UK’s fourth largest grocer Bradford-based Morrisons continues to grapple with falling figures
Britain’s fourth biggest supermarket chain, Morrisons, revealed a further deterioration in its sales performance last week, highlighting the tough turnaround job faced by its new boss David Potts.
Shares in the Bradford-based group which trails market leader Tesco, Wal-Mart’ Asda and Sainsbury’s in annual sales, fell 6.7 per cent in the first quarter.
This followed Morrisons’ update, which said sales at stores open over a year, excluding fuel, fell 2.9 per cent in the 13 weeks to 3rd May, the firm’s fiscal first quarter.
That compares to analysts’ forecasts of a decline of about three per cent and a fall of 2.6 percent in the fourth quarter of Morrisons’ 2014-15 year.
The update is the first presided over by Chief Executive David Potts, who succeeded the sacked Dalton Philips on 16th March.
Analysts noted comparative numbers were very weak as Morrisons’ like-for-like sales had slumped 7.1 percent in the first quarter of 2014-15.
Morrisons, which in common with its rivals is grappling with record food price deflation and an intensifying price war launched to stem the flow of shoppers to discounters Aldi and Lidl, said it anticipated that underlying profit before tax in the 2015-16 year would be higher in the second half than the first.

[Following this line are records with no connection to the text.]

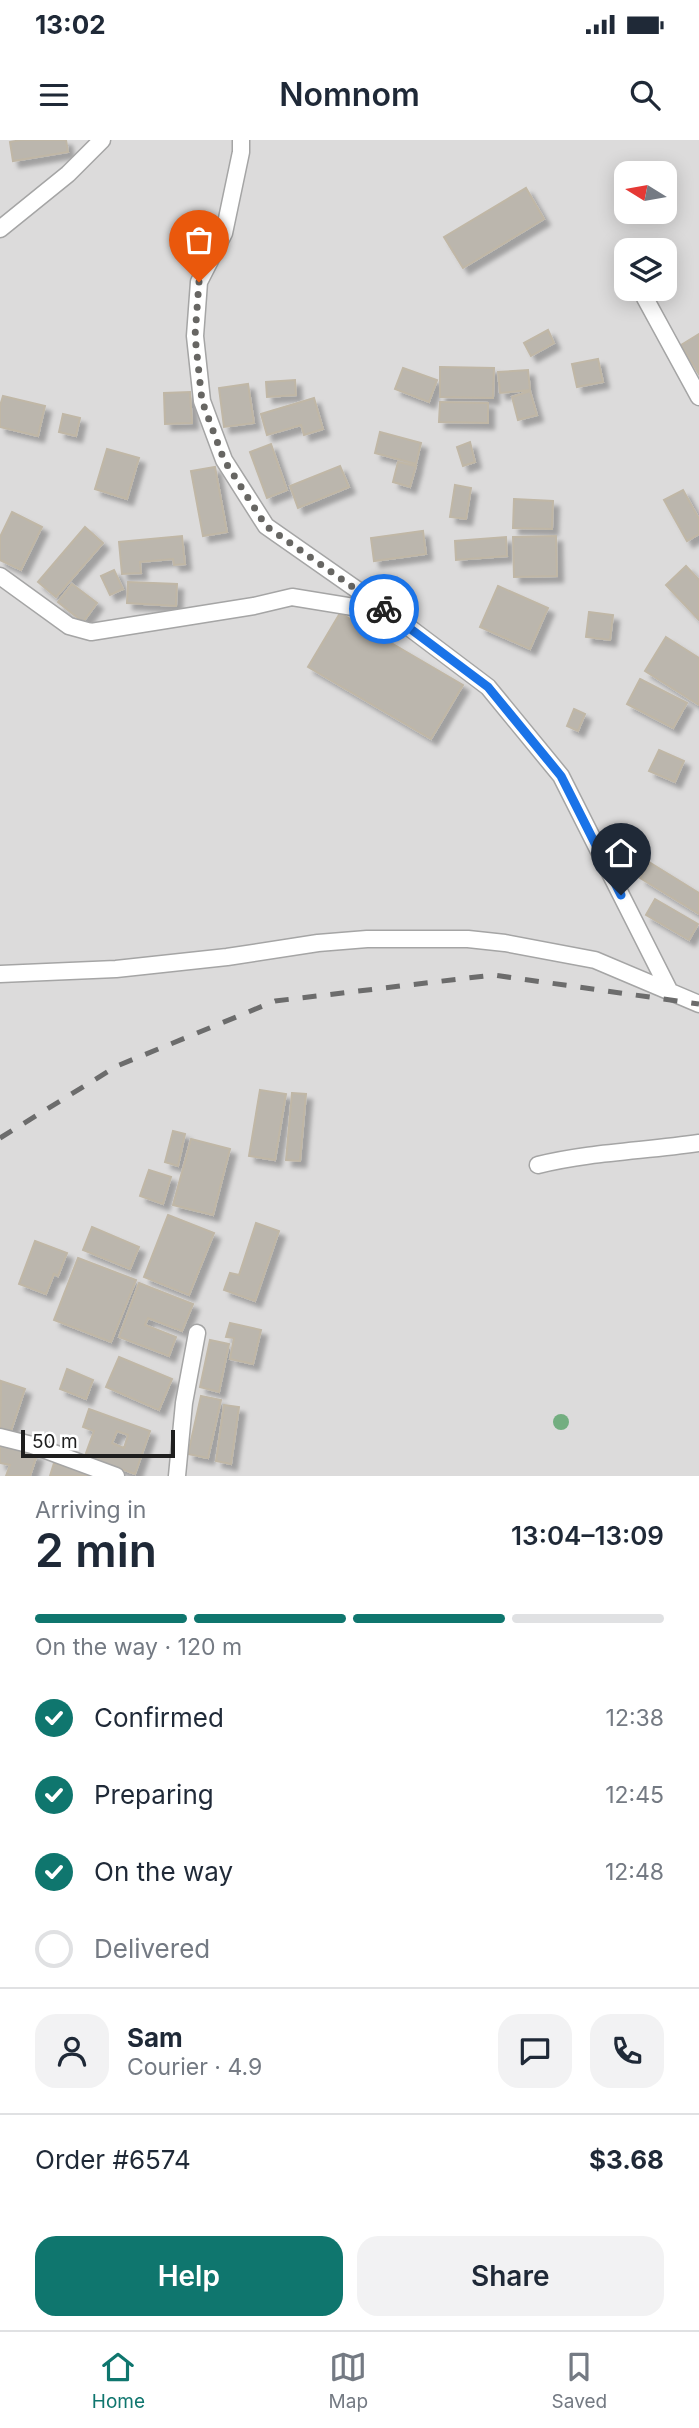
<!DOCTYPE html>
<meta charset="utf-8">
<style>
:root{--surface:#fff;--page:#f2f2f3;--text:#1f2937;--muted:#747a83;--line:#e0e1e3;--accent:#0f766e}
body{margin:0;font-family:Inter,sans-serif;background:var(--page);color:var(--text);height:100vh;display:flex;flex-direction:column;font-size:26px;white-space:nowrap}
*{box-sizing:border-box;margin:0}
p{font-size:23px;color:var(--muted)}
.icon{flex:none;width:38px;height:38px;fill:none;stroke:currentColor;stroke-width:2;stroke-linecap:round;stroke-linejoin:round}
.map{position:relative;height:1336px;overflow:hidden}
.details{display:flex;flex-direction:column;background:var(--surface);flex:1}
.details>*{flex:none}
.needle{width:46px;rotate:281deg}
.fabs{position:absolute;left:614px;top:21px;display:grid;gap:14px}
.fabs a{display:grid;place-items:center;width:63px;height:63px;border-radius:14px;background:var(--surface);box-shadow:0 4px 18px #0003;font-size:35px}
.scale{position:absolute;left:21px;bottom:18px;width:154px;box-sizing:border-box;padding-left:7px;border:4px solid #1e1e1e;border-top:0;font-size:19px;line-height:24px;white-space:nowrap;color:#1e1e1e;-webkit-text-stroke:5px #fff;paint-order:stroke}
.pin{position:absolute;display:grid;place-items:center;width:60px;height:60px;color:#fff;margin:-72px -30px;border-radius:50% 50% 50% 0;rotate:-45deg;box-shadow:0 0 7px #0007}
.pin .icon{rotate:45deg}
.courier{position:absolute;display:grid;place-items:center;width:70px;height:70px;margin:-35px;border:5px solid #1a73e8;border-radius:50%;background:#fff;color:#222;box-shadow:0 2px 9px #0007}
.head em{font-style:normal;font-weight:600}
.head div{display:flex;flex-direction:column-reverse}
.head{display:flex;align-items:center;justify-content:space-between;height:119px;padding:0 35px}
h1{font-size:46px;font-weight:600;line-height:52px}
.bar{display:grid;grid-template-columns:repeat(4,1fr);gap:10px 7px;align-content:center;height:84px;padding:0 35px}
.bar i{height:9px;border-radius:5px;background:var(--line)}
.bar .selected{background:var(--accent)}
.bar p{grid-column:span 4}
.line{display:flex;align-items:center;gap:18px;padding:0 35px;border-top:2px solid var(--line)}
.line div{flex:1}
.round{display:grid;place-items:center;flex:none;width:74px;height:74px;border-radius:21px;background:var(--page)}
ol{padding:0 35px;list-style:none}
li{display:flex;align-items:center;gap:21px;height:77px}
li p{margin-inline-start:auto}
li .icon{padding:7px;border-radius:50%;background:var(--accent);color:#fff;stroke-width:4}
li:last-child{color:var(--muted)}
li i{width:38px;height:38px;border:4px solid var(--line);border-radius:50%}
.action{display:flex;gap:14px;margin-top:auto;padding:14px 35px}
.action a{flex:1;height:80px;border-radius:21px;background:var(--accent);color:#fff;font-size:28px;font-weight:600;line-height:80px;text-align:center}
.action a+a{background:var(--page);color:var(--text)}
.status{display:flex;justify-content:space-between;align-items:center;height:49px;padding:0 35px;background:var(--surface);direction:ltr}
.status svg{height:19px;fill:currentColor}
header{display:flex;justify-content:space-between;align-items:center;height:91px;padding:0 35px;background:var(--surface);font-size:32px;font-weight:600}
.dock{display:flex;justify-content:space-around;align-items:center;height:98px;border-top:2px solid var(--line);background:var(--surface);font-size:19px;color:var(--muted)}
.dock a{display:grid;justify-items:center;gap:4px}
.dock .selected{color:var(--accent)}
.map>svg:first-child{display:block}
.residential{fill:#dcdbdb;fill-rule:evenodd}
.building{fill:#bbb6ad;stroke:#c0b7a6;stroke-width:2;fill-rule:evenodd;filter:url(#shadow)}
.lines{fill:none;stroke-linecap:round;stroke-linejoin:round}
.street-casing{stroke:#a5a5a5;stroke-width:19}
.street{stroke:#fff;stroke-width:16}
.rail{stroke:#6c6c6c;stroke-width:5;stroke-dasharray:14 14;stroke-linecap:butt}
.tree{fill:#73ae80}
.done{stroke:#676663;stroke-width:7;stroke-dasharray:0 12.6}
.route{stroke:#1a73e8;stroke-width:9}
</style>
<div class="status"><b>13:02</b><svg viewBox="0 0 49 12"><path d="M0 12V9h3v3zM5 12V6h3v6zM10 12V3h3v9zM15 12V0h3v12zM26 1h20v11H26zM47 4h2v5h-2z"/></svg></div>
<header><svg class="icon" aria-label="menu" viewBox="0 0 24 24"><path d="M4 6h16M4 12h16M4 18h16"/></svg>Nomnom<svg class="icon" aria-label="search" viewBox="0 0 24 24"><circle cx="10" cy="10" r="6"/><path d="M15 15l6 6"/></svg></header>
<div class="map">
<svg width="699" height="1336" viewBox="0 0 699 1336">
<defs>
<filter id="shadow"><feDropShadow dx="6" dy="6" stdDeviation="2" flood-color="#0004"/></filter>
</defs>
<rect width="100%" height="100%" fill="#efede4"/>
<path class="residential" d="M0 0H699V1336H0ZM626 33H665V72H626ZM626 110H665V149H626Z"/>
<path class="building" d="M21 0H66L68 12 13 21 10 2Z
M526 48 544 79 463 128 444 97Z
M548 190 554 203 531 216 524 203Z
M699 194V234L681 205Z
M598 219 603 242 577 247 572 224Z
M440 227 494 228 493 258 440 257Z
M403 228 437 240 429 262 395 249Z
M528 230 530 250 500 253 498 232Z
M295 240 296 255 267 257 266 242Z
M248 244 254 283 224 287 219 248Z
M530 251 537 275 518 280 512 257Z
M190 252 192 283 165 284 164 253Z
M3 256 45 266 38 296 0 287V266Z
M314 258 323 289 304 295 301 285 267 295 261 274Z
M440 262 488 263V283L439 282Z
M63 274 80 278 76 296 59 292Z
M380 292 421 303 416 324 375 313Z
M470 302 475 322 463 326 457 307Z
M271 304 287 350 267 358 250 312Z
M107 309 139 318 127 359 95 349Z
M398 322 416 326 410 347 393 342Z
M340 326 349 347 298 368 290 346Z
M215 327 227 392 203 396 191 331Z
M455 345 471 348 466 379 450 377Z
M683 350 699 379V394L687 401 664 360Z
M514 359 553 361 552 389 513 388Z
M12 372 42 387 21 430 0 420V397Z
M85 387 103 403 56 457 38 442Z
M423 391 426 414 374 421 371 398Z
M182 396 185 424 174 425 173 419 140 422 141 433 122 434 119 402Z
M556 396 557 436 514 437 513 397Z
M506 397 507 416 456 420 455 401Z
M686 426 699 440V480L666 445Z
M114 430 123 449 110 455 101 436Z
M128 442 177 444 176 466 127 463Z
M72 444 97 463 83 482 58 462Z
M498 446 548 468 530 509 480 487Z
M589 472 613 475 610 500 586 497Z
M340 473 463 545 431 599 308 527Z
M666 497 699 518V565L645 531Z
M640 539 687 563 673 588 627 564Z
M574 569 585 574 578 591 567 586Z
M659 610 684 621 675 642 649 631Z
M649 722 699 753V774L640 738Z
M655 759 698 784 689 800 646 775Z
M260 950 286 954 275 1020 249 1016Z
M292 953 306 954 300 1021 286 1020Z
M173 991 185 994 178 1026 165 1022Z
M191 999 230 1009 213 1075 173 1065Z
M149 1030 171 1037 163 1064 140 1056Z
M168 1075 214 1093 189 1155 144 1137Z
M256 1083 279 1091 255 1161 224 1150 230 1133 239 1135Z
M92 1087 139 1107 130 1129 83 1110Z
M35 1101 67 1113 58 1136 54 1134 46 1154 19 1144Z
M78 1118 136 1140 111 1202 54 1180Z
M139 1143 193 1164 182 1191 148 1178 145 1185 176 1197 169 1216 119 1197Z
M230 1183 261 1190 253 1224 230 1219 234 1198 226 1197Z
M210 1200 229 1204 219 1252 200 1247Z
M119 1217 172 1239 159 1270 106 1247Z
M67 1229 93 1240 86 1259 60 1249Z
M1 1241 25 1249 9 1297 0 1294Z
M201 1256 221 1260 208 1318 188 1314Z
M224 1265 239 1267 231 1324 216 1321Z
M89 1269 150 1291 135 1334 85 1316 94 1291 83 1287ZM117 1291 128 1295 124 1308 112 1303Z
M0 1304 37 1315 30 1336H6L10 1325 0 1323Z
M54 1323 97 1336H50Z"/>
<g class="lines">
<g class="street-casing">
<path id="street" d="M241 0V12L224 93 199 142 195 196 202 261 224 320 266 386 386 470
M0 89 68 34 102 0
M645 158 699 257
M0 436 69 486 91 492 254 466 292 457 390 473 488 547 561 636 669 850
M0 834 116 829 227 817 318 803 367 799H468L505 803 595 820 699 864
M538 1025C591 1012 645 1011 699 1003
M0 1297 32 1305 116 1336
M177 1336 184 1263 197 1193"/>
</g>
<use href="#street" class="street"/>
<path class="rail" d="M0 998 117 926 275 861 493 835 699 864"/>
</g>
<circle class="tree" cx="561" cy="1282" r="8"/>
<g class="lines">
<path class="done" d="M199 142 195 196 202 261 224 320 266 386 384 469"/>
<path class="route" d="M384 469 488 547 561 636 621 755"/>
</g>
</svg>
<div class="fabs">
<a><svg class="needle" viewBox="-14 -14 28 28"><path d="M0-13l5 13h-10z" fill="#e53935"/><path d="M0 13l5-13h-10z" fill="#747a83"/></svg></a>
<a><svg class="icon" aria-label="layers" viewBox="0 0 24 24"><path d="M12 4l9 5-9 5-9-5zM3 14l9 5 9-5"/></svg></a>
</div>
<div class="scale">50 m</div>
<div class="pin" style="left:199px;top:142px;background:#ea580c"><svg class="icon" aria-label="bag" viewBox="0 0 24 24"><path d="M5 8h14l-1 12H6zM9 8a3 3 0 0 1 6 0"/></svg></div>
<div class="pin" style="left:621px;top:755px;background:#1f2937"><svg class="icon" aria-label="home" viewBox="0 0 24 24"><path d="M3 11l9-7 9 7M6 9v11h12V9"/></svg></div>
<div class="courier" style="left:384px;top:469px"><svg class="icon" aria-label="bike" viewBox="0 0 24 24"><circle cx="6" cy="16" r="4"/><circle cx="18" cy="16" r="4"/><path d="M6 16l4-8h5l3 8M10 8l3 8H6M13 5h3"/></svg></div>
</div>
<section class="details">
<div class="head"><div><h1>2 min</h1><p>Arriving in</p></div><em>13:04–13:09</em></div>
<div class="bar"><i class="selected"></i><i class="selected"></i><i class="selected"></i><i></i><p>On the way · 120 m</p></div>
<ol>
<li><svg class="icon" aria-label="check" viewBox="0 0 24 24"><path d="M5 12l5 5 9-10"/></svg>Confirmed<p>12:38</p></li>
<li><svg class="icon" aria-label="check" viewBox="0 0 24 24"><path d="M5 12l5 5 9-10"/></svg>Preparing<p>12:45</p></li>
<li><svg class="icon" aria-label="check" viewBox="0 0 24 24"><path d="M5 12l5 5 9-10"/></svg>On the way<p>12:48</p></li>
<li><i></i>Delivered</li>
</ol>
<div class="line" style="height:126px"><a class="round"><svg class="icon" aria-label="person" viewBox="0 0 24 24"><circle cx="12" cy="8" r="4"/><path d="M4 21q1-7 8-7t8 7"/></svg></a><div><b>Sam</b><p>Courier · 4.9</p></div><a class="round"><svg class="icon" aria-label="chat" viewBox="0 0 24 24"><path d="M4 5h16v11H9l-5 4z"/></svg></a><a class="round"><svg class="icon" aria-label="phone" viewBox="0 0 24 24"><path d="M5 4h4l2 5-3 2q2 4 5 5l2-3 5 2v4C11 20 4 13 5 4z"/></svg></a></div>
<div class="line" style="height:91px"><div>Order #6574</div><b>$3.68</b></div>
<div class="action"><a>Help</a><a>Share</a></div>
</section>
<nav class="dock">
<a class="selected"><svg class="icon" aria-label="home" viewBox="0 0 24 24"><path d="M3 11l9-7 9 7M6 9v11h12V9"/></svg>Home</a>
<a><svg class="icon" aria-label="map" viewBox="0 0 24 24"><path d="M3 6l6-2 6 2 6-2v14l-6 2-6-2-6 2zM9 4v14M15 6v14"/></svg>Map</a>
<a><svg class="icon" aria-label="saved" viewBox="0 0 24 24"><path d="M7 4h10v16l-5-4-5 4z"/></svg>Saved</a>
</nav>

Finance director Trevor Strain told reporters the company was comfortable with analysts’ average full-year forecast of £356 million but noted consensus had drifted down from £387 million when Morrisons reported 2014-15 results in March.
“It’s an uphill challenge reinvigorating Morrisons’ fortunes,” Himanshu Pal, director of retail insights at researcher Kantar Retail, said.
“Not only because of the general declining footfalls at big supermarkets but the retailer is also significantly under-represented in convenience and online channels.”
Ex-Tesco executive Potts has hit the ground running, axing the majority of the management team he inherited a week after joining.
He has since announced plans to cut head office staff by 720, at a cost of 30-40 million pounds, while adding 5,000 shop floor staff to improve customer service.
Potts has also brought back staffed express checkouts and jettisoned the previous management’s computerised queue management system.
“Our priorities are to improve the customers’ shopping trip and make our core supermarkets strong again,” he said.
“We are listening hard to customers and colleagues and, wherever possible, we are responding quickly.”
Potts said he would provide a detailed update on his plans when Morrisons publishes first half results in September but said the focus would continue to be ‘to invest more for customers in order to build trading momentum’.